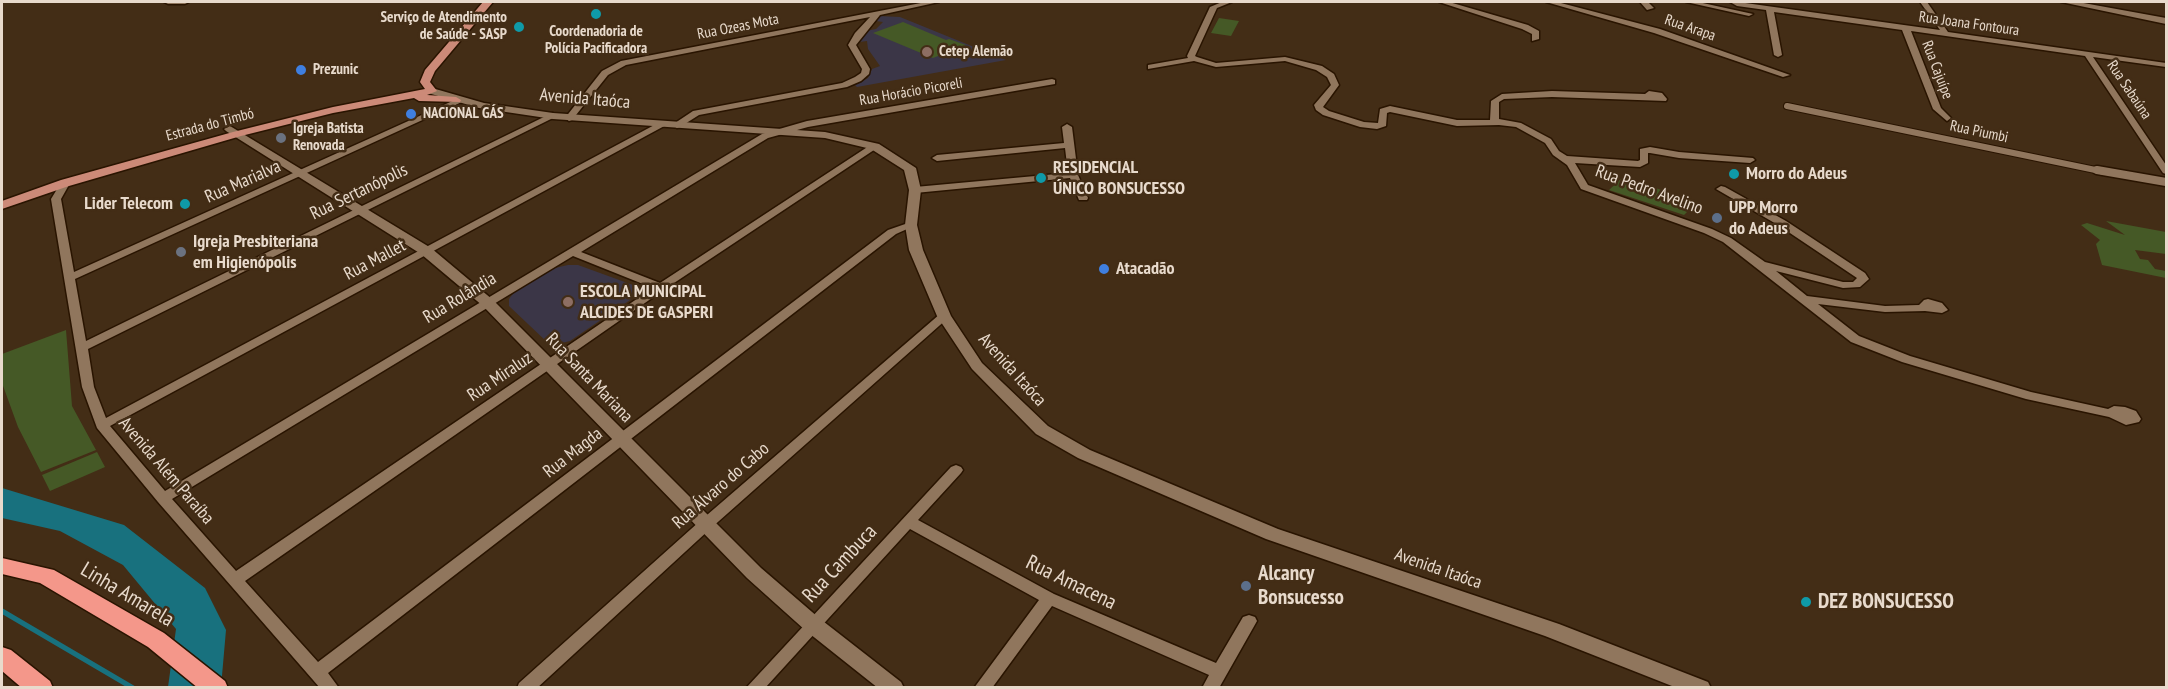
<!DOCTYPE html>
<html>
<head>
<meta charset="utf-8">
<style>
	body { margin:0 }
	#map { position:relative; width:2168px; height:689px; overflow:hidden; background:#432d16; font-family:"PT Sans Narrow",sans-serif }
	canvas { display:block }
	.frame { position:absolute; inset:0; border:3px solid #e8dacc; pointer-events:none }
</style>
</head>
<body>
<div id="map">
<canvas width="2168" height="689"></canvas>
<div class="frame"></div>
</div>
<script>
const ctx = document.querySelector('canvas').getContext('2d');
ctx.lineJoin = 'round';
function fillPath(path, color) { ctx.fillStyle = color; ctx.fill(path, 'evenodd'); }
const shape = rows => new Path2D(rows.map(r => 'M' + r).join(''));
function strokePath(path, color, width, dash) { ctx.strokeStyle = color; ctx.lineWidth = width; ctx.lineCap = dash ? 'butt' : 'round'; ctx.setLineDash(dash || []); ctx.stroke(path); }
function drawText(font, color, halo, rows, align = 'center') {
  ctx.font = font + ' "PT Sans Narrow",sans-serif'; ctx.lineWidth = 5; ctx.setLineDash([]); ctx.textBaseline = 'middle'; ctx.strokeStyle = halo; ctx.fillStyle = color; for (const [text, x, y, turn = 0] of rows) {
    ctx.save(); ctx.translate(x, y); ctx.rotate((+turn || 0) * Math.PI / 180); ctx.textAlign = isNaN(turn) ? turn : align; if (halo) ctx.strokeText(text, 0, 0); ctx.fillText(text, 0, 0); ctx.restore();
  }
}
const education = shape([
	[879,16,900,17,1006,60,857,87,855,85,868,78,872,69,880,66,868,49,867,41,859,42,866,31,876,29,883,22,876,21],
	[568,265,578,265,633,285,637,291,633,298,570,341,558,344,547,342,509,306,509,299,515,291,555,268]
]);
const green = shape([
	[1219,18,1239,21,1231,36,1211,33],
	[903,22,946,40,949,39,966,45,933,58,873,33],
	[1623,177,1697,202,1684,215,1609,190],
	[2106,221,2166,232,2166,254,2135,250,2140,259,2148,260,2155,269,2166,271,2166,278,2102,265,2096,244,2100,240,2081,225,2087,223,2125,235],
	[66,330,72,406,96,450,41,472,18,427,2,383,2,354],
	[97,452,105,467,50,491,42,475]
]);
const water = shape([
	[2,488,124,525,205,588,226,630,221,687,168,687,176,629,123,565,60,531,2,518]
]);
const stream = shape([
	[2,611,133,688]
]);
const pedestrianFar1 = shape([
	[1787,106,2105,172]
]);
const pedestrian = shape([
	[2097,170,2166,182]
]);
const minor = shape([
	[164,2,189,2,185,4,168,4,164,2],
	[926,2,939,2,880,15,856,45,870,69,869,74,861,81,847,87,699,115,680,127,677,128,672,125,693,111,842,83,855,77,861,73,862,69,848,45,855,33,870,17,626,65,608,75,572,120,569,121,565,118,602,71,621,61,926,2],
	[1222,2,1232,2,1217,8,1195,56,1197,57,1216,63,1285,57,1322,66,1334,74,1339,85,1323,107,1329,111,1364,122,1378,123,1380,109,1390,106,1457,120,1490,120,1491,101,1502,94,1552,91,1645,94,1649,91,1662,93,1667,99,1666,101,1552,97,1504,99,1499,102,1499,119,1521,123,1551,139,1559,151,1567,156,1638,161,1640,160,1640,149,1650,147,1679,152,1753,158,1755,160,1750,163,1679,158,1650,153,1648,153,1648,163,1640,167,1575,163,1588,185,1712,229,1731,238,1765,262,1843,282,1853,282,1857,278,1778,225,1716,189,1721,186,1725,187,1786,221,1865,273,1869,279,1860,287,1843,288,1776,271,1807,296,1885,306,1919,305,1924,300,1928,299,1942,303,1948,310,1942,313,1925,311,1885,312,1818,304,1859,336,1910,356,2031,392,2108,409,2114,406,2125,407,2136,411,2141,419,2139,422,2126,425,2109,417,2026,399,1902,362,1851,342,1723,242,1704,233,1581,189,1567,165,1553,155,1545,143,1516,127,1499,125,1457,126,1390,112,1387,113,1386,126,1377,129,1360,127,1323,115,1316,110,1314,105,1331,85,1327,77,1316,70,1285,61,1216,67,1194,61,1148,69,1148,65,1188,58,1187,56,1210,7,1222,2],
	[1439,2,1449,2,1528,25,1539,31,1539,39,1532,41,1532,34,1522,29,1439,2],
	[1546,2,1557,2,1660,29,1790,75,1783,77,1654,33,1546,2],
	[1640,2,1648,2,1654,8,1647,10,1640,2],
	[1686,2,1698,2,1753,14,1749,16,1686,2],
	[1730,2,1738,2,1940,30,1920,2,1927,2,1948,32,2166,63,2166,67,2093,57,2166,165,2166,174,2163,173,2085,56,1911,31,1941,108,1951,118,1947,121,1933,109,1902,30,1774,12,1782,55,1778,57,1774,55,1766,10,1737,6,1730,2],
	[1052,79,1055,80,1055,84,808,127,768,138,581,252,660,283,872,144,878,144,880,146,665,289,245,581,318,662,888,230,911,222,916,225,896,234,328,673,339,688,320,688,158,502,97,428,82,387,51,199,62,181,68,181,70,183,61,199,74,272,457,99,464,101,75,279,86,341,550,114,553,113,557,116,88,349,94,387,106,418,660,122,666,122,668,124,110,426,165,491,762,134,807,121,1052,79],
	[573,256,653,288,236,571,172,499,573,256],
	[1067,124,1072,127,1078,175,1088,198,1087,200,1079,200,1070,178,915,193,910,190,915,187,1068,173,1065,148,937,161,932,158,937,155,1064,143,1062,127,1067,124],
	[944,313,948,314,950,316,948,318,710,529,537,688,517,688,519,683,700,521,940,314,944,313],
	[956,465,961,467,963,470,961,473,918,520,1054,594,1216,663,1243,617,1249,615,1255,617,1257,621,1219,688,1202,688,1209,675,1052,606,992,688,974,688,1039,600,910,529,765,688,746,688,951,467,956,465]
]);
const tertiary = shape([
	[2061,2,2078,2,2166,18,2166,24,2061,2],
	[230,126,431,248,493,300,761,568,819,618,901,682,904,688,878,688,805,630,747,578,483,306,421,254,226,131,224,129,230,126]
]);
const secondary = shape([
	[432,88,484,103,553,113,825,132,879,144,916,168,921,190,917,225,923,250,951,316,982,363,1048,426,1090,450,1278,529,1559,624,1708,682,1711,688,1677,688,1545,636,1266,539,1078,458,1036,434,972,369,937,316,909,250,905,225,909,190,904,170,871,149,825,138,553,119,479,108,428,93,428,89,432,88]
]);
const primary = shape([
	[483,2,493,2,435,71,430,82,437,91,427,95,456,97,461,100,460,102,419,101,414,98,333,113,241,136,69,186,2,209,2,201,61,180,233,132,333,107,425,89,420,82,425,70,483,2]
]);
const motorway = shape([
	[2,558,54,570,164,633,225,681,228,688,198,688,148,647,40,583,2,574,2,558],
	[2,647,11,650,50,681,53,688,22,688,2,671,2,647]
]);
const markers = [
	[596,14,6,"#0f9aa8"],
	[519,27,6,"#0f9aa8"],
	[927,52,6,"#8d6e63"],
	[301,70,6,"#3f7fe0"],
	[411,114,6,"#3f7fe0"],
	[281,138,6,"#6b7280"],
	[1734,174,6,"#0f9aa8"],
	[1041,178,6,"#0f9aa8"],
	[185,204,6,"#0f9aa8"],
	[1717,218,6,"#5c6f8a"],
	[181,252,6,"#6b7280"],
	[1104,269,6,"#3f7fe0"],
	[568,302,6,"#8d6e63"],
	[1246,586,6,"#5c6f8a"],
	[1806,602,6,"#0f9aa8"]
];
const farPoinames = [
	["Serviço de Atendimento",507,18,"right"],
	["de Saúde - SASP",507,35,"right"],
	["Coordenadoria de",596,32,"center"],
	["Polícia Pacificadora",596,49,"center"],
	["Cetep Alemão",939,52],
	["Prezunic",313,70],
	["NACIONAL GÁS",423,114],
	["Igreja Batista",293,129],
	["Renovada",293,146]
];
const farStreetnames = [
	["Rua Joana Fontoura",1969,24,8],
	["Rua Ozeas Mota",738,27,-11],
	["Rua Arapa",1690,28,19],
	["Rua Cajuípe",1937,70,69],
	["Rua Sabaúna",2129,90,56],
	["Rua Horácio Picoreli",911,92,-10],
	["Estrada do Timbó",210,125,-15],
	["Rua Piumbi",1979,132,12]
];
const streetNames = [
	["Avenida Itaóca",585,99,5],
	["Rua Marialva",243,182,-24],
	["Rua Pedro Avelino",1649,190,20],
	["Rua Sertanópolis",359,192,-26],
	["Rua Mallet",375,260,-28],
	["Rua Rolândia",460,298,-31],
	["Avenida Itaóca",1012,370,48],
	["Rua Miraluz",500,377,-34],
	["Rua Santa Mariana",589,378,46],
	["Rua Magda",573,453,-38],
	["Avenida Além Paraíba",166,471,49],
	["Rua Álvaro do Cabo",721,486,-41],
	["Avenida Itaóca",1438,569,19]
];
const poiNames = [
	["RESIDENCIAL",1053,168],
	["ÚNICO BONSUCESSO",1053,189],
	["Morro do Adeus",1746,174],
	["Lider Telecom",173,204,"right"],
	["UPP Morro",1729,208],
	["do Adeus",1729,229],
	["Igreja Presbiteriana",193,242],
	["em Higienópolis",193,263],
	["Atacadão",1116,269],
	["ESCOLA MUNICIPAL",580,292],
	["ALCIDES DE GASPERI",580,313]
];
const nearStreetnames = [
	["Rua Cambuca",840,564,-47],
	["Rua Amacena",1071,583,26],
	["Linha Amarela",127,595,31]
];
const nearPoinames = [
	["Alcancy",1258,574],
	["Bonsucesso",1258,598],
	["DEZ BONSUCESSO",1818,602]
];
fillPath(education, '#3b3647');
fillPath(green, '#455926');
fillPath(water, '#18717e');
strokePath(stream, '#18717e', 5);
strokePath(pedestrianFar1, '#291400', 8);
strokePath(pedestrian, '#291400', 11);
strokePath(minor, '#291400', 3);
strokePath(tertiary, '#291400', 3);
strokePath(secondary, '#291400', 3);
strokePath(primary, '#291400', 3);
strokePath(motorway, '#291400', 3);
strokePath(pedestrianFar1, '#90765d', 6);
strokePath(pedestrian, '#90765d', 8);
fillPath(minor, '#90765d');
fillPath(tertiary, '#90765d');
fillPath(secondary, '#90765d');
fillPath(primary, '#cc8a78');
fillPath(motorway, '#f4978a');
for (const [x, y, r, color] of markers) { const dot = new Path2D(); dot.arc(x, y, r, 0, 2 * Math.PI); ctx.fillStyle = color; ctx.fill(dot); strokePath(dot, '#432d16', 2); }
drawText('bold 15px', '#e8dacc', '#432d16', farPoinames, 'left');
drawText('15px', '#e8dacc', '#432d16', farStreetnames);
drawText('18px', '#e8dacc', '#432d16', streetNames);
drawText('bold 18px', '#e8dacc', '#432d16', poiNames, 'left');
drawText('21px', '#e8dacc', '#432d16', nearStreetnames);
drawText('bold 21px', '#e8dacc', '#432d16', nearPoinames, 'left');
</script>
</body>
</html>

---+---

Required work: Which lines of the material contain the string "turn"? List each of them.

Written response:
  ctx.font = font + ' "PT Sans Narrow",sans-serif'; ctx.lineWidth = 5; ctx.setLineDash([]); ctx.textBaseline = 'middle'; ctx.strokeStyle = halo; ctx.fillStyle = color; for (const [text, x, y, turn = 0] of rows) {
    ctx.save(); ctx.translate(x, y); ctx.rotate((+turn || 0) * Math.PI / 180); ctx.textAlign = isNaN(turn) ? turn : align; if (halo) ctx.strokeText(text, 0, 0); ctx.fillText(text, 0, 0); ctx.restore();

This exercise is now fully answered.